Still, fueled by a provocative campaign, "Nymphomaniac" was preemptively built up as a self-indulgent sexual extravaganza (a misconception that many reviews, including Indiewire’s own, ultimately debunked). When its gargantuan five-hour running was trimmed and then divided into roughly equal parts — playing separately in theaters worldwide — it was widely accepted that the censored material most likely contained more sex scenes. However, the truth of the director's cut was revealed to audiences at the Berlin International Film Festival on Sunday, and it's not anywhere near as exciting as it sounds: The shortening of "Nymphomaniac" (at least the first half) seems to have more to do with the streamlining of an unwieldy corpus than any attempt by the distributor to deprive the public of some additional graphic money shots.
That’s not to say that the longer version doesn’t offer its fair share of surplus sex. But it's a case of slight extensions rather than wholesale scenes. For example: The train scene in "The Complete Angle" — in which Joe and her friend compete for the number of guys they can seduce in a limited time period — contains roughly two additional seconds of vaginal penetration and, give or take, another handful (or mouthful?) of oral sex. In fact, most of Joe's sexual encounters are afforded a couple of extra frames, along with a few generous close-ups. Sprinkle a few more bodily juices and you've essentially covered the extent of the alleged "controversial" bonus content offered by the director's cut.

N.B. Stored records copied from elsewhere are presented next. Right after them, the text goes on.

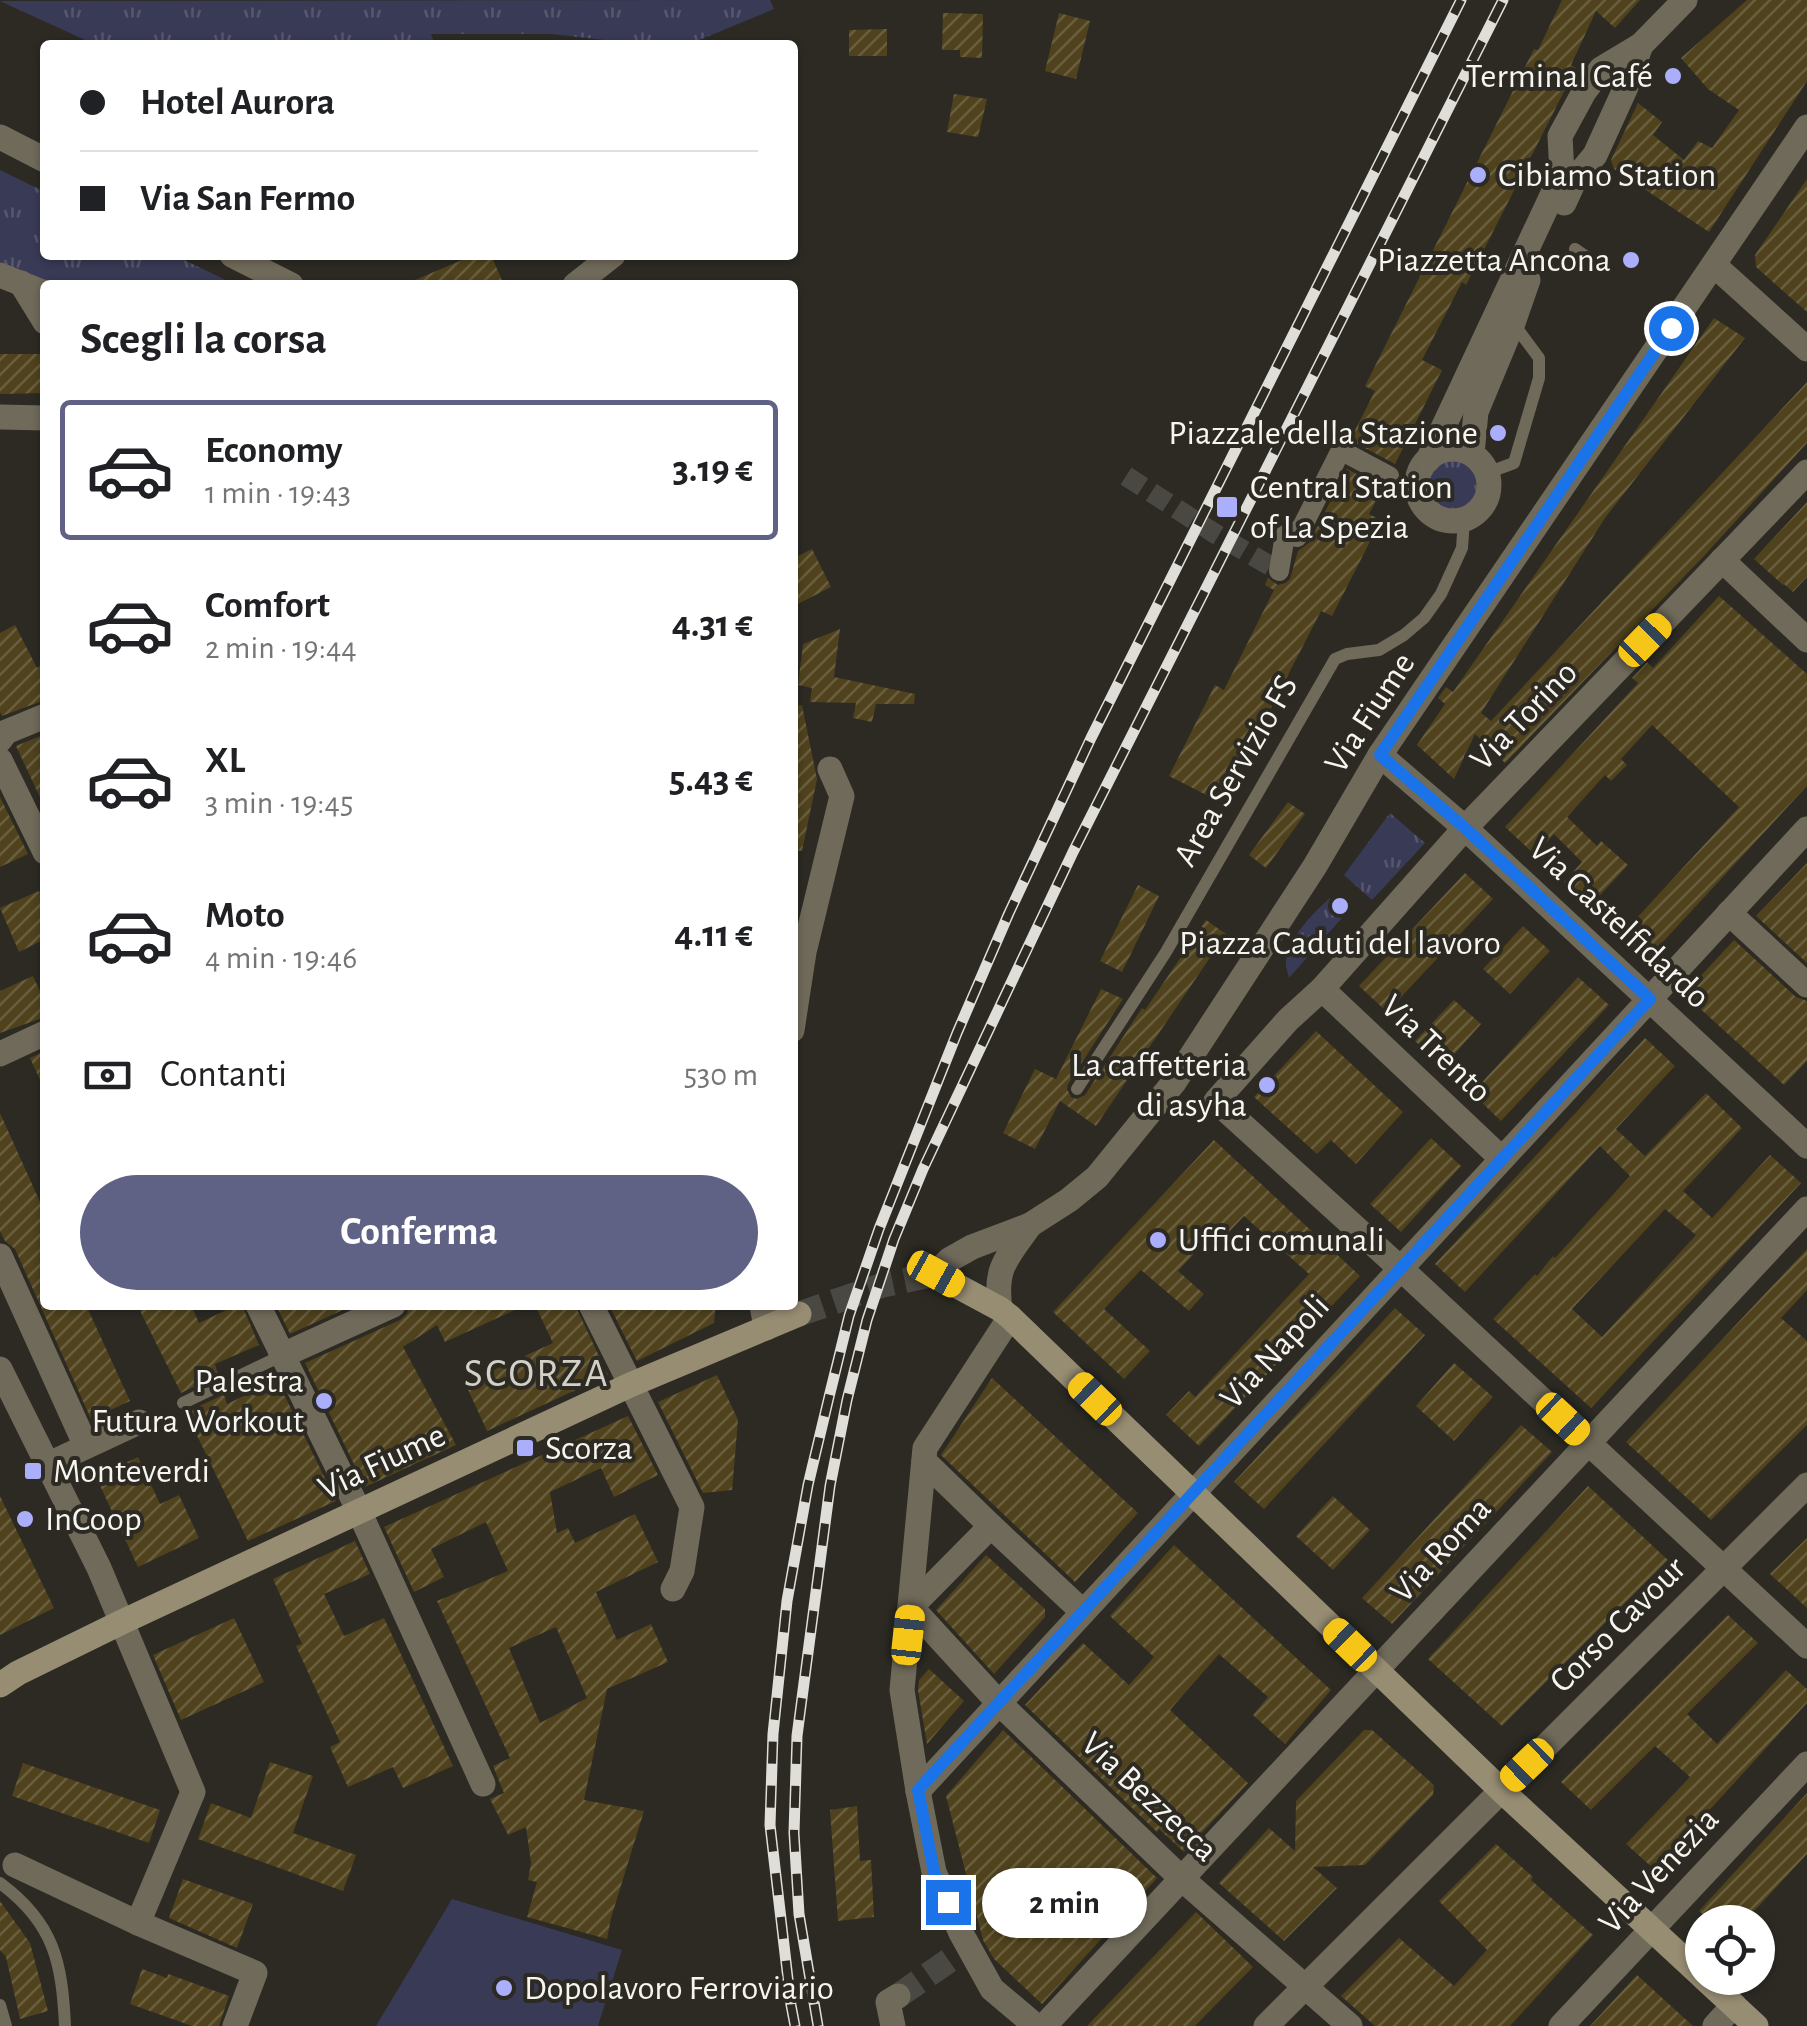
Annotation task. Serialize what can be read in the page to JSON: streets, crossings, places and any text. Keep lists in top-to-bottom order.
{
  "streets": {
    "main road": ["Via Fiume"],
    "street": [
      "Via Torino",
      "Via Castelfidardo",
      "Via Trento",
      "Via Napoli",
      "Via Roma",
      "Corso Cavour",
      "Via Bezzecca",
      "Via Venezia"
    ],
    "lane": ["Area Servizio FS"]
  },
  "crossings": [
    ["Via Fiume", "Via Castelfidardo"],
    ["Via Torino", "Via Castelfidardo"],
    ["Via Torino", "Via Trento"],
    ["Via Torino", "Via Napoli"],
    ["Via Castelfidardo", "Via Napoli"],
    ["Via Trento", "Via Napoli"],
    ["Via Napoli", "Via Bezzecca"],
    ["Via Roma", "Via Bezzecca"],
    ["Corso Cavour", "Via Bezzecca"]
  ],
  "districts": ["SCORZA"],
  "places": {
    "other": [
      "Terminal Café",
      "Cibiamo Station",
      "Piazzetta Ancona",
      "Piazzale della Stazione",
      "Piazza Caduti del lavoro",
      "La caffetteria di asyha",
      "Uffici comunali",
      "Palestra Futura Workout",
      "InCoop",
      "Dopolavoro Ferroviario"
    ],
    "transit": ["Central Station of La Spezia", "Scorza", "Monteverdi"]
  },
  "page": {
    "banner": ["Hotel Aurora", "Via San Fermo"],
    "heading": "Scegli la corsa",
    "list": [
      {
        "name": "Economy",
        "note": "1 min · 19:43",
        "value": "3.19 €"
      },
      {
        "name": "Comfort",
        "note": "2 min · 19:44",
        "value": "4.31 €"
      },
      {
        "name": "XL",
        "note": "3 min · 19:45",
        "value": "5.43 €"
      },
      {
        "name": "Moto",
        "note": "4 min · 19:46",
        "value": "4.11 €"
      }
    ],
    "pay": ["Contanti", "530 m"],
    "buttons": "Conferma",
    "bubble": "2 min"
  }
}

The absence of cuts is actually most notable in the "Delirium" chapter, in which Joe’s father, portrayed by Christian Slater, gradually edges towards death in a hospital bed, his sporadic violent fits of confusion creating an emotional burden for his supportive daughter. In a film so radical in parts, this sequence was arguably one of the shorter version's least inspired parts, and it's only worsened here by the lack of restraint and economy typical of a lot of Von Trier’s output. It has a similarly tiresome effect on the film's early moments, as Skarsgard’s Seligman continuously halts Joe's account to digress into his tenuous, but admittedly rather amusing comparison between fly fishing and sex. If his persistent interruptions are crucial to the chapter’s darkly humorous tone, they nevertheless outstay their welcome in the extended form.

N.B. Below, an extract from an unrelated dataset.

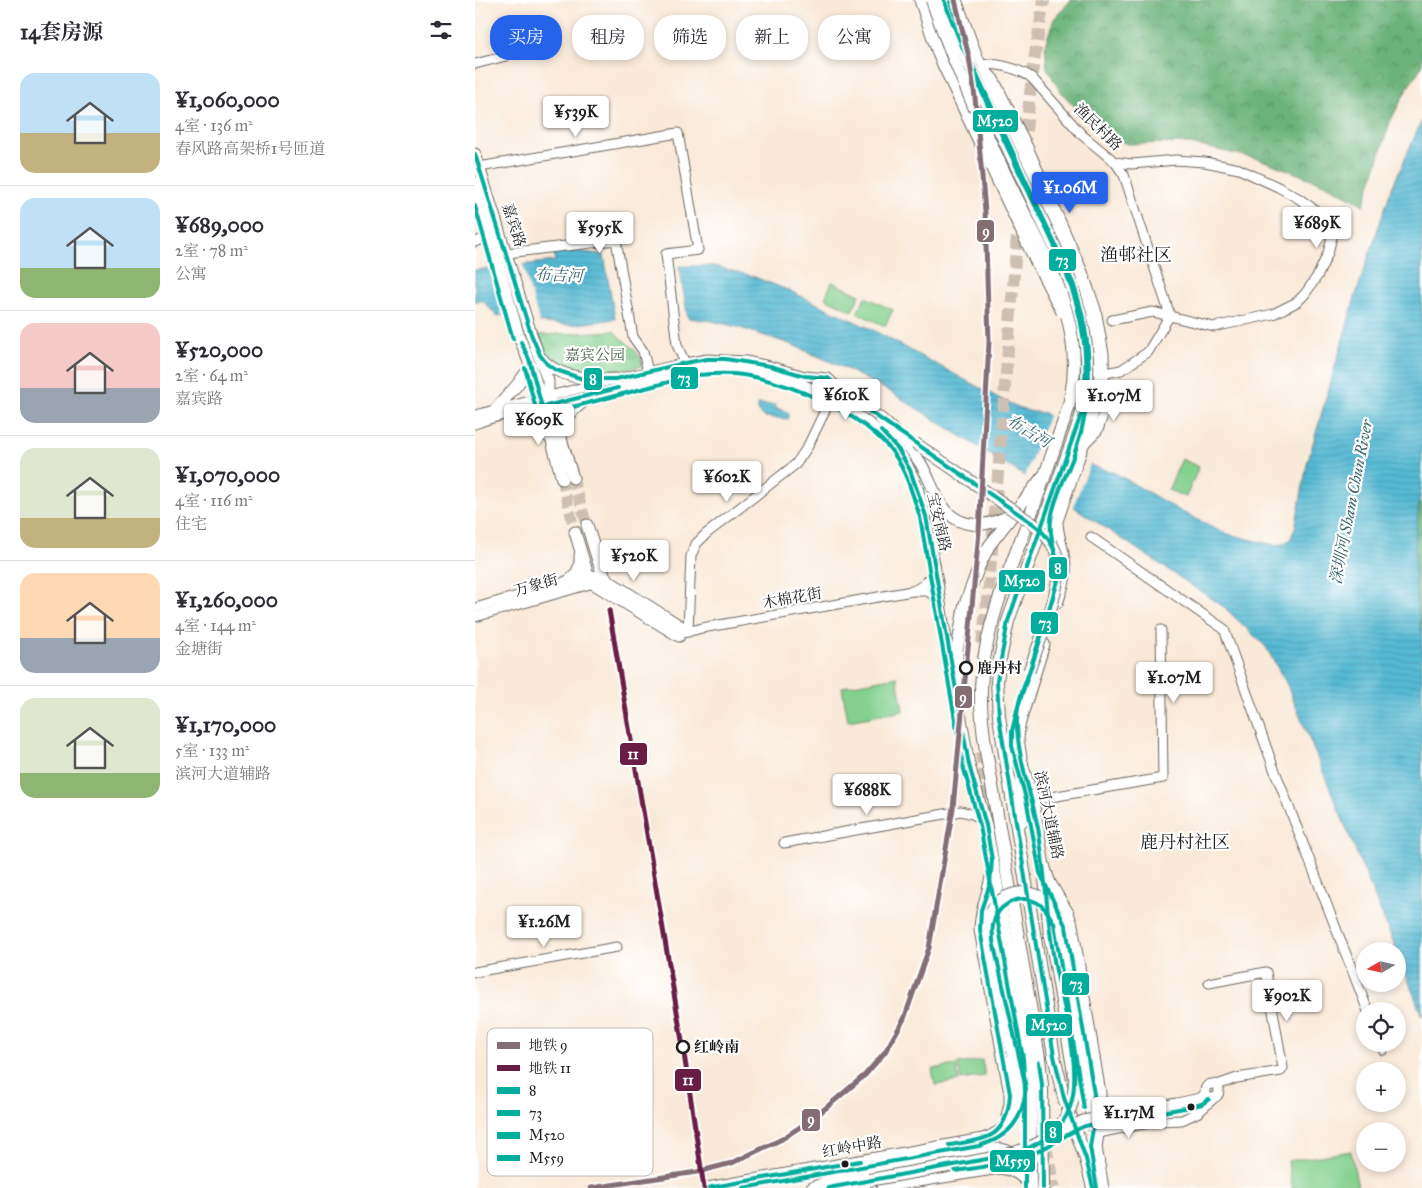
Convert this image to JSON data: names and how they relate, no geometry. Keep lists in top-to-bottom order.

The variety of pictures, archival footage and other drawings that permeate Seligman’s various rationalizations are also more numerous here. While these are part of the fun of Von Trier’s hyper-stylized approach, some of his original inclusions can’t help but feel entirely superfluous (I’m looking at you, odd black and white grainy footage of Odin hanging in a tree). On the other hand, a scene like the final "Little Organ School" chapter, which relies on a split screen device that conveys the harmony of various sexual partners in Joe's mind, benefits from not being riddled with holes. Its shorter version still offered one of the film’s more surprising experiences but it lacks the internal rhythm of the untampered cut.

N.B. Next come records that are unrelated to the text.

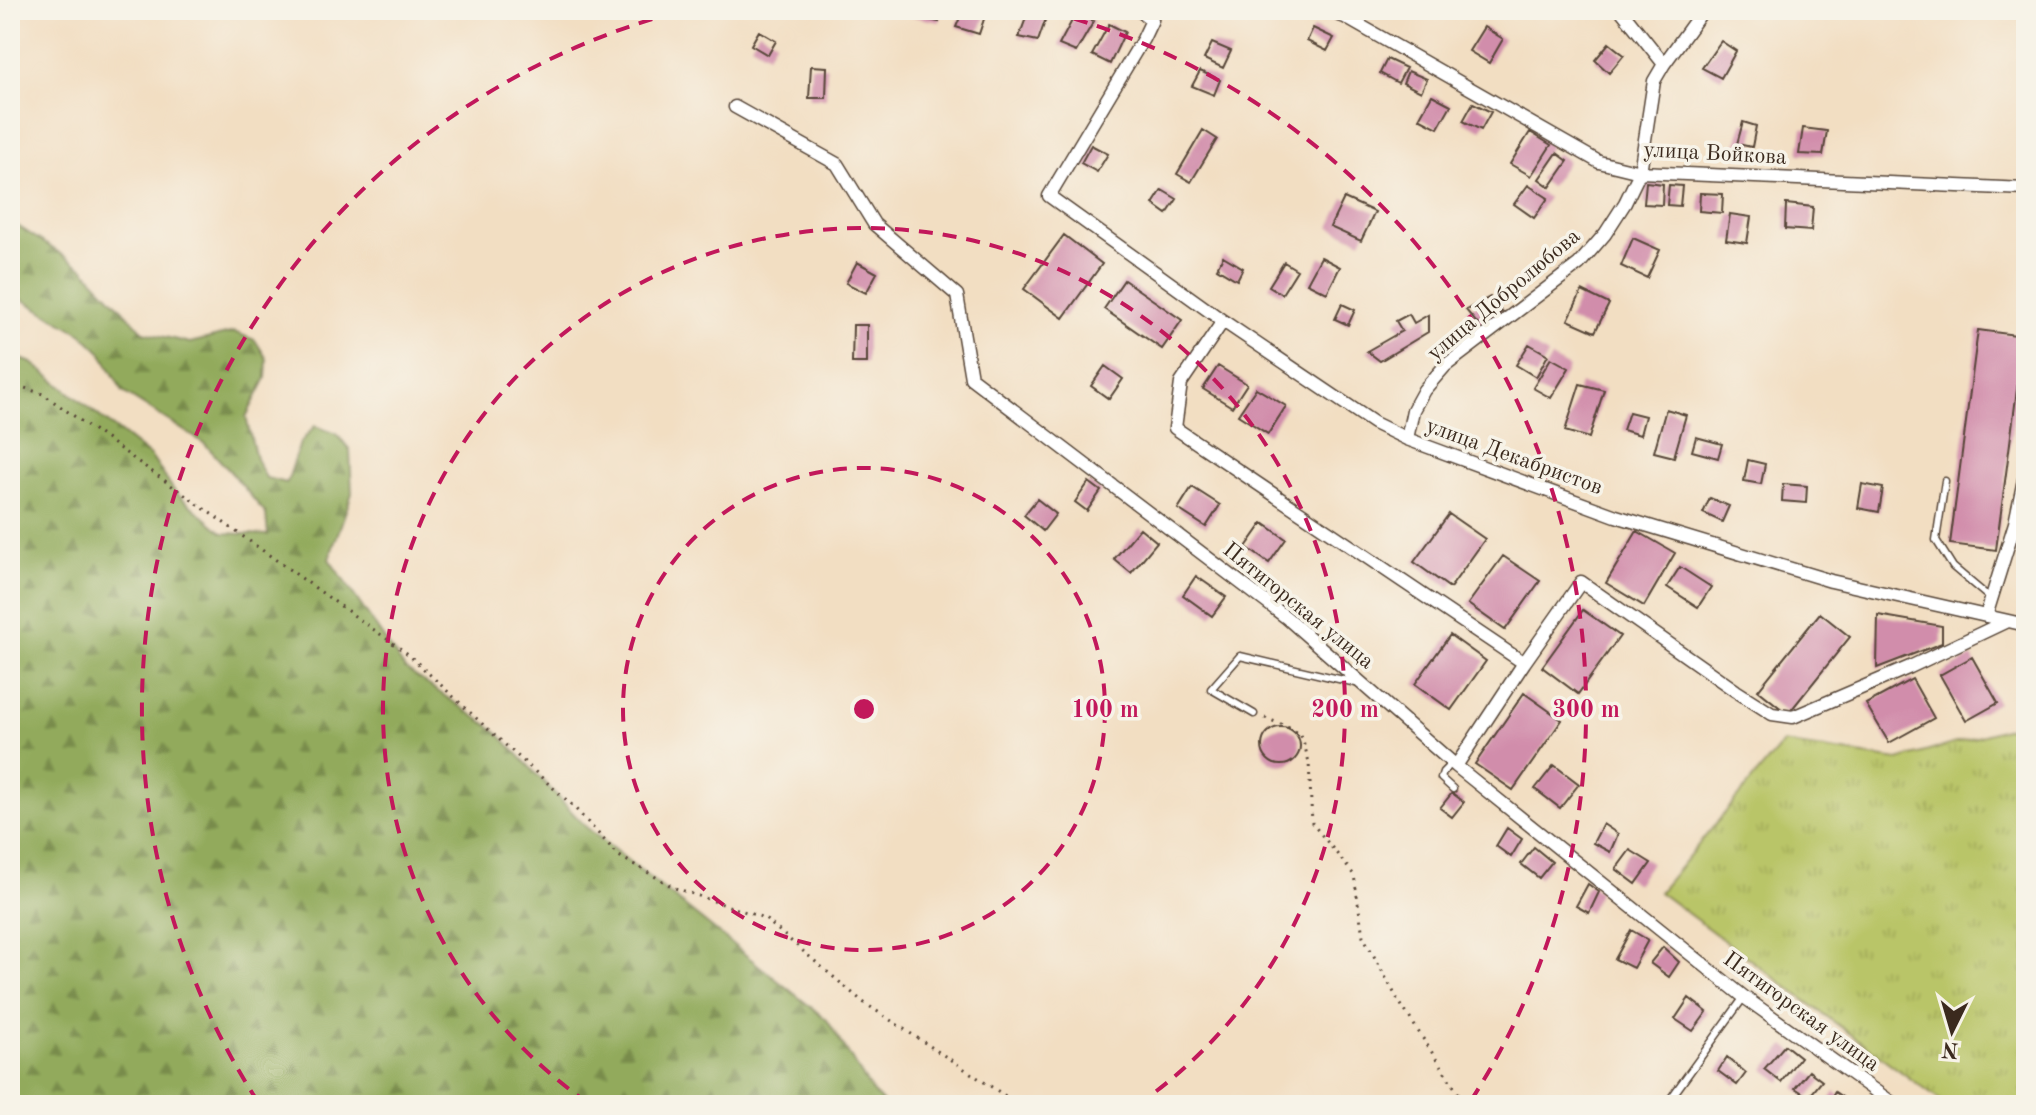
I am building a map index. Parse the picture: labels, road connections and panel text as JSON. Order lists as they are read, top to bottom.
{
  "streets": {
    "street": [
      "улица Войкова",
      "улица Добролюбова",
      "улица Декабристов",
      "Пятигорская улица"
    ]
  },
  "crossings": [
    ["улица Войкова", "улица Добролюбова"],
    ["улица Добролюбова", "улица Декабристов"]
  ],
  "north": "bottom",
  "rings": ["100 m", "200 m", "300 m"]
}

The initial announcement that "Nymphomaniac" would suffer the editing guillotine, along with the fact that its headless corpse was to be regarded as "unapproved by Lars Von Trier," suggested that most audiences would only be granted a diluted softcore edition of his opus. The truth is that the shorter version is a smoother, more focused and purposeful take on the oft-meandering longer one, its rough ungainliness eschewed for maximum economy. This by no means implies that audiences should refrain from seeking out Von Trier’s cut if they should so desire, but I firmly encourage any potential viewers to focus their attention on what is, in my opinion, a slightly stronger short version.